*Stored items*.
===

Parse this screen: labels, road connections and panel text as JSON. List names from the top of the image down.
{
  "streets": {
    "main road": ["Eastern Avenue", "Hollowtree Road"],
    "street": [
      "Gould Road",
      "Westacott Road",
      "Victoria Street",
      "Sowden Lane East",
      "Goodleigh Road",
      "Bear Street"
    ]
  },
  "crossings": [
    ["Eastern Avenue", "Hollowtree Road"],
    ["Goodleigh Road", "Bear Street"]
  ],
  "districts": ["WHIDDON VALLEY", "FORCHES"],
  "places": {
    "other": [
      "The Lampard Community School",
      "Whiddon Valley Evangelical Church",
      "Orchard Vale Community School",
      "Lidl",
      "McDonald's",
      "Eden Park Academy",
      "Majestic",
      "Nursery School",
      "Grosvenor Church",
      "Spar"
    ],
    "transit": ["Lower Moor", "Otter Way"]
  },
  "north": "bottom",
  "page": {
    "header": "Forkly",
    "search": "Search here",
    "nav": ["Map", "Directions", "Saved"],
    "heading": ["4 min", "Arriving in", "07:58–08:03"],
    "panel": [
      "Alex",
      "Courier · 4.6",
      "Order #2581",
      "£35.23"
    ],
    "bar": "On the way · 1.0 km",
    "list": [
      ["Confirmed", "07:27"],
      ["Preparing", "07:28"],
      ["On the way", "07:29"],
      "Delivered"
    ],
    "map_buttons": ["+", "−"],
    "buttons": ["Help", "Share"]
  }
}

===

*Directions*.
Word for word, repeat every line of the data.

*Response to this task*.
Parse this screen: labels, road connections and panel text as JSON. List names from the top of the image down.
{
  "streets": {
    "main road": ["Eastern Avenue", "Hollowtree Road"],
    "street": [
      "Gould Road",
      "Westacott Road",
      "Victoria Street",
      "Sowden Lane East",
      "Goodleigh Road",
      "Bear Street"
    ]
  },
  "crossings": [
    ["Eastern Avenue", "Hollowtree Road"],
    ["Goodleigh Road", "Bear Street"]
  ],
  "districts": ["WHIDDON VALLEY", "FORCHES"],
  "places": {
    "other": [
      "The Lampard Community School",
      "Whiddon Valley Evangelical Church",
      "Orchard Vale Community School",
      "Lidl",
      "McDonald's",
      "Eden Park Academy",
      "Majestic",
      "Nursery School",
      "Grosvenor Church",
      "Spar"
    ],
    "transit": ["Lower Moor", "Otter Way"]
  },
  "north": "bottom",
  "page": {
    "header": "Forkly",
    "search": "Search here",
    "nav": ["Map", "Directions", "Saved"],
    "heading": ["4 min", "Arriving in", "07:58–08:03"],
    "panel": [
      "Alex",
      "Courier · 4.6",
      "Order #2581",
      "£35.23"
    ],
    "bar": "On the way · 1.0 km",
    "list": [
      ["Confirmed", "07:27"],
      ["Preparing", "07:28"],
      ["On the way", "07:29"],
      "Delivered"
    ],
    "map_buttons": ["+", "−"],
    "buttons": ["Help", "Share"]
  }
}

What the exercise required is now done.